薛凡独自呆在过分安静的实验室里,如果把吸收管扩大会怎么样?他这样想就准备这样做了。
白麟修将自己的悬浮车停在了实验室的门口,他看了一眼远处举着牌子的队伍,他眯起了眼睛,看见队伍旁边站着的是玖阚便松了一口气。
他将手上的长剑转了个漂亮的剑花,走进了实验室里面。
好家伙,白麟修直呼好家伙,这个哪里是个实验室啊,这简直就是个大型碎纸场啊。
这满屋子白纸,白麟修推开门捡起地上的纸上面写满了自己不认识的符号,还画了一个长管子造型的东西。
啧啧啧,这脑子,“薛雄子。”白麟修叫了声,薛凡猛地抬起头来,揉了揉自己的眼睛。
“白先,白首领。”薛凡下意识就想要说出先生这两个字,说到一半硬生生地给咽了下去。
白麟修不像是之前那样的反应了,“没事,怎么顺口怎么来。”
他清楚的知道有些虫是真的不会再回来了。
“您收到消息了吗?”薛凡一直对白麟修都很尊敬,在他看来这是粟然的老师,也就是自己的前辈。
白麟修拨弄着自己手上的剑穗,“看到了,你说戚成双把炸弹都堆到了小玫瑰楼,他可能随时会引爆。”
薛凡听到这里,有些焦躁地抓了抓自己的头发,“是,我还在想办法。”
白麟修不着急,他也不在乎,他用手撑着自己做到了空桌上,“你能帮我看看这上面写的什么吗?”
薛凡这个时候才看见了白麟修手上拿着的那把长剑,乌红色的剑鞘上面隐隐用黄金勾勒出几朵祥云。
金色的剑柄没什么装饰,显得更加沉稳。
“我可以拿吗?”薛凡还是第一次见到刀枪剑戟类的东西。
白麟修点点头递了上去,剑刚到薛凡手上就直接把他的手压得一沉,这个重量可不是盖的。
“什么字?”薛凡看了看剑鞘上面除了祥云什么都没有。
白麟修的手掌心都出汗了,他舔了舔自己的上嘴唇“你拔出来看看。”
他话音刚落,薛凡的手就按住了剑柄将这把剑拔出,宝剑尚未开封,剑脊侧面四个楷体大字,能看得出来刻字的手到了最后已经有些颤抖了。
“是什么?”白麟修从桌子上跳了下来,他感觉自己从来这么这样着急过。
薛凡将剑合上,只听得一声清脆的撞击声在实验室回响。
“白玉麒麟”薛凡将剑递了回去,剑穗在他的手背上扫了下。
白麟修顿了顿才将剑接了回去,他张了张口想要问薛凡什么,可是又闭上了嘴,握紧了自己手上的宝剑。
“你没看错吗?”可他还是没有忍住,张口问道。
薛凡想了想刚才那几个好认的楷体字,自己还没有把汉字都忘光的程度吧。
“没有,是楷体汉字。”薛凡确定地说道。
他的话音刚落他就看见这位在外面杀伐果断的军雌瞬间红了眼眶。
白麟修的喉头滚动,像是想要把自己所有的话都咽下去,又像是实在咽不下去了,他背过身缓缓的吐出了一口浊气。

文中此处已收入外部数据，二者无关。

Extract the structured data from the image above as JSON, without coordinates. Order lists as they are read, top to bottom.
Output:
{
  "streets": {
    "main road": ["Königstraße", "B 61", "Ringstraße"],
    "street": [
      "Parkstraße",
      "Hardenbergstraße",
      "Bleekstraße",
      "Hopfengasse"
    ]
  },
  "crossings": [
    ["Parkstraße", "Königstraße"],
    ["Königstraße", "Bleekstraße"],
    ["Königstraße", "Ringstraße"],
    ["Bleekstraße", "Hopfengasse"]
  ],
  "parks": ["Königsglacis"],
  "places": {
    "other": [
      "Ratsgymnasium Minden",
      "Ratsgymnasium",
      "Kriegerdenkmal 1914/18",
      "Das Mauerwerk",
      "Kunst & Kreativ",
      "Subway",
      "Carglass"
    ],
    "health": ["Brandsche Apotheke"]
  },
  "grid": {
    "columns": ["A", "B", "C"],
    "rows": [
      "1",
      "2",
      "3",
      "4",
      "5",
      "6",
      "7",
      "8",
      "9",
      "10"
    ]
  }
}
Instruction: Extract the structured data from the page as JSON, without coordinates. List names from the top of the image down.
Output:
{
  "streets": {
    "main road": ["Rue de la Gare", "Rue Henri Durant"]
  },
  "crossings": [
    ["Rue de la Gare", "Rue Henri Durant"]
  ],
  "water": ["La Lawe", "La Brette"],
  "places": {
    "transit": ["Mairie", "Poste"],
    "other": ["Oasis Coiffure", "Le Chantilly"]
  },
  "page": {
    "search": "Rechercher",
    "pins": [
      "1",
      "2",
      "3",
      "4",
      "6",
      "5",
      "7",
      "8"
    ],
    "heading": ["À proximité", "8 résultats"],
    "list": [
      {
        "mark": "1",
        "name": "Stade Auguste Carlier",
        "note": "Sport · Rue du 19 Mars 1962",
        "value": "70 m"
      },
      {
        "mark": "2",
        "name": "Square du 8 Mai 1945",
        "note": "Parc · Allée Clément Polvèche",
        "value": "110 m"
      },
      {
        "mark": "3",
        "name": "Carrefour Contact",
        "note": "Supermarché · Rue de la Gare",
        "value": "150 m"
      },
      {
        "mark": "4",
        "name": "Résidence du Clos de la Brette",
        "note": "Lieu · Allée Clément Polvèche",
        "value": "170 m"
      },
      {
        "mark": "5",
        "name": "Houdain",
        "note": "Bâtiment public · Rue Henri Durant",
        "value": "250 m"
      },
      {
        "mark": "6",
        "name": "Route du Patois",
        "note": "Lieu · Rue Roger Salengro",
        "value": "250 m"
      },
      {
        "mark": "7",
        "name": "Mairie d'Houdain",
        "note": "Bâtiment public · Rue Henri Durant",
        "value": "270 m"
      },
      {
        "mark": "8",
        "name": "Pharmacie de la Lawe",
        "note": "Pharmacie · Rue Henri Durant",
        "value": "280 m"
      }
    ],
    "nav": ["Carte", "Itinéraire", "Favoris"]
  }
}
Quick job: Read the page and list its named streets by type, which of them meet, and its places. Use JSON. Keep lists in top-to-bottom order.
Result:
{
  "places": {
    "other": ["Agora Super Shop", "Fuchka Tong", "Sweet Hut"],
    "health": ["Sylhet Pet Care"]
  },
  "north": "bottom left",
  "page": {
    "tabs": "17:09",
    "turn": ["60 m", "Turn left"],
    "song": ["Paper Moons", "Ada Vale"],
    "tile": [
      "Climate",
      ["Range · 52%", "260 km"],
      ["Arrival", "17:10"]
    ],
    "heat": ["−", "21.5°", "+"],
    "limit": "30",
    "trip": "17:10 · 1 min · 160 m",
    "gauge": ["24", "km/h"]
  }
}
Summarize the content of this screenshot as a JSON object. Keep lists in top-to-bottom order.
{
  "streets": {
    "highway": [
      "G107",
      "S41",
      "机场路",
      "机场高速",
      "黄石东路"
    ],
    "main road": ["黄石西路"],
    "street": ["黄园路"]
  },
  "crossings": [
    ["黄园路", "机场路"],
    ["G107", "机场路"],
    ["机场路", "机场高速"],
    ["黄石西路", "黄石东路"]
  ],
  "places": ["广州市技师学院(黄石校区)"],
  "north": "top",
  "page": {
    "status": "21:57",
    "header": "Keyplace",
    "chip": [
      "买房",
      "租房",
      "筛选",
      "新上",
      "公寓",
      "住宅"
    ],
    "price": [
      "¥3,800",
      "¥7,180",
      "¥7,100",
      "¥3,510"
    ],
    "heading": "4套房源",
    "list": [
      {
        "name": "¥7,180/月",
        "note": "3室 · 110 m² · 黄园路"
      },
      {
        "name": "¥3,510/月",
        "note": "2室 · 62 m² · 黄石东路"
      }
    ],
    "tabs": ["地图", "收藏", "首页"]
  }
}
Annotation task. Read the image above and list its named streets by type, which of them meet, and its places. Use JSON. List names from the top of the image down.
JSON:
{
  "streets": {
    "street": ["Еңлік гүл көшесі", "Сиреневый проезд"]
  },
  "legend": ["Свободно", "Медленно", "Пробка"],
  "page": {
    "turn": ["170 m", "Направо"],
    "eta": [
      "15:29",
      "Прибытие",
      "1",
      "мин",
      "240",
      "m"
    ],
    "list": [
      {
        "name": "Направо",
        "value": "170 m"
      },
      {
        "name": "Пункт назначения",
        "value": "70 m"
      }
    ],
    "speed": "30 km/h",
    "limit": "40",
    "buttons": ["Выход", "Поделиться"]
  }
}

“谢谢。”白麟修将那把剑抱在了怀里,声音微微颤抖的说道。
薛凡没吭气,他知道这个世界上还会写汉字的就只有那么一个虫了。
白麟修出了实验室,他的手搭在悬浮车上,努力将自己的心情平复下来,拨通了红蝉的通讯“红蝉。”
红蝉的在通讯另一头趴在桌子上双眼可怜巴巴的看着尼特,“怎么?”
“把戚成双盯紧,我等不及了。”白麟修的声音都在颤抖,
“嗯?”红蝉不觉得白麟修是个急性子的虫啊,怎么突然间就变了个样子,不过现在这位是自己的直属领导当然是他说什么就是什么了。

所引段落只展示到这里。